Pages

Thursday, October 01, 2015

Mr. Smarmy, called another thing at another time and place.

See red meat to the wolves.

A link.

Demagogue? Is that a better term than the Speaker's? Smarmy remains my Ted Cruz vote. Snake is another possible Cruz descriptive word. I stick with smarmy.

Regarding the Speaker, an interesting monologue, and note a couple of references to 1980 and onward.

As to differing terminology, Breitbart.com appears to indirectly deny the Speaker knows one when he sees one.

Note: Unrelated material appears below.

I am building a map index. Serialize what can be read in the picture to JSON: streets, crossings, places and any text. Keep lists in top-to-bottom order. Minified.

UPDATE: After the recent vote to fund the government through Dec. 11, to avoid a GOP shutdown and the unpopular results for that party another GOP shutdown would have brought, other terms for Mr. Smarmy, one man's opinion at Salon [with editorial approval there], "grifter," and the trifecta headlining, "self-promoting narcissist" "a fraud and a nihilist;" online respectively, here and here, embedded video and all. But Salon leans left, correct? Well, Politico leans right, but is NOT batshit crazy nor super-mean, so check out its posts here and here. Cruz is wearing thin on his own party, being too much of an ass among Republicans; and that is a tall order given the context. If they were to have discovered a foreign object in their punch bowl, many in that group might think it was Cruz that put it there. Politico, here in a Sept. 28, 2015, item (as already cited), writes:

On Monday night, Cruz’s colleagues ignored his attempt to disrupt Senate Majority Leader Mitch McConnell’s efforts to fund the government without attacking Planned Parenthood. In an unusual rebuke, even fellow Republicans denied him a “sufficient second” that would have allowed him a roll call vote.

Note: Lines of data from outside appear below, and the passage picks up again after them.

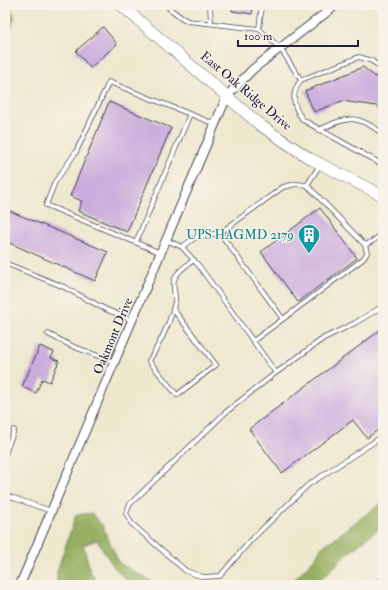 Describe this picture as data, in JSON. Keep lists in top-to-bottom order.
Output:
{
  "streets": {
    "main road": ["East Oak Ridge Drive"],
    "street": ["Oakmont Drive"]
  },
  "crossings": [
    ["East Oak Ridge Drive", "Oakmont Drive"]
  ],
  "places": {
    "building": ["UPS HAGMD 2179"]
  },
  "scale_bar": "100 m"
}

Then, his Republican colleagues loudly bellowed “no” when Cruz sought a voice vote, a second repudiation that showed how little support Cruz has: Just one other GOP senator — Utah’s Mike Lee — joined with Cruz as he was overruled by McConnell and his deputies.

It was the second time that Cruz had been denied a procedural courtesy that’s routinely granted to senators in both parties. The first came after he called McConnell a liar this summer.

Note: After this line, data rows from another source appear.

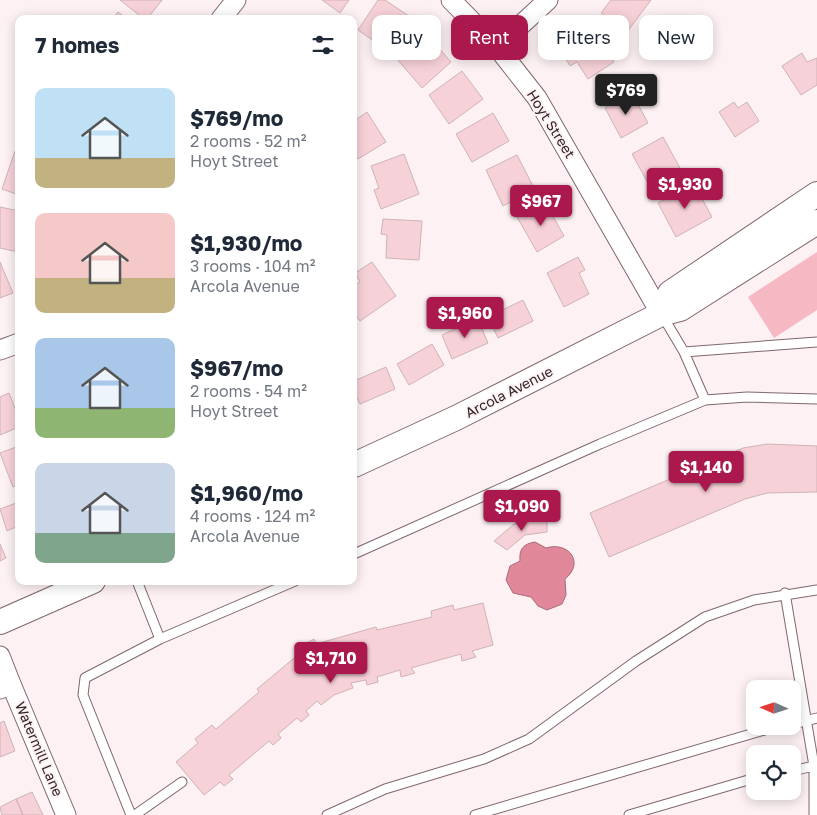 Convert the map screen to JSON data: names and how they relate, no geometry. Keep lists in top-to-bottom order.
{
  "streets": {
    "street": ["Hoyt Street", "Arcola Avenue", "Watermill Lane"]
  },
  "crossings": [
    ["Hoyt Street", "Arcola Avenue"]
  ],
  "north": "left",
  "page": {
    "chip": [
      "Buy",
      "Rent",
      "Filters",
      "New"
    ],
    "heading": "7 homes",
    "price": [
      "$769",
      "$1,930",
      "$967",
      "$1,960",
      "$1,140",
      "$1,090",
      "$1,710"
    ],
    "list": [
      {
        "name": "$769/mo",
        "note": "2 rooms · 52 m² · Hoyt Street"
      },
      {
        "name": "$1,930/mo",
        "note": "3 rooms · 104 m² · Arcola Avenue"
      },
      {
        "name": "$967/mo",
        "note": "2 rooms · 54 m² · Hoyt Street"
      },
      {
        "name": "$1,960/mo",
        "note": "4 rooms · 124 m² · Arcola Avenue"
      }
    ]
  }
}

Cruz was incredulous on Monday, calling it an “unprecedented procedural trick."

“What does denying a second mean? Denying a recorded vote. Why is that important?” Cruz said. “When you are breaking the commitment you’ve made to the men and women who elected you, the most painful thing in the world is accountability.”

Indeed, denying Cruz a vote prevents the Texas senator from dredging up the roll call in the future and using it to attack his colleagues.

[...] Cruz’s speech was filled with familiar accusations that Republican leaders were capitulating, even as he praised Democrats for being more resolute than the GOP. But Cruz also personally lambasted McConnell and his deputies for denying a roll call vote that would have failed anyway, arguing that results are rigged in the Senate and that conservatives have no influence anymore.

“There are no mystical powers that allow you to roll over that. But in the House we still got 30, 40, 50 strong conservatives,” Cruz said.

In reality, it’s not Senate procedure that stymied Cruz on Monday night. Republicans have grown tired of Cruz pushing proposals that he knows McConnell and other Republicans will never back, like defunding Planned Parenthood in a spending bill, then criticizing McConnell for not taking up the plan even as he uses the fight to bolster his presidential campaign as Washington's consummate outsider.

When Senate GOP members as a bloc discredit and distrust the motives of one of their own, publicly, you are dealing with week old fish, noted as pungent.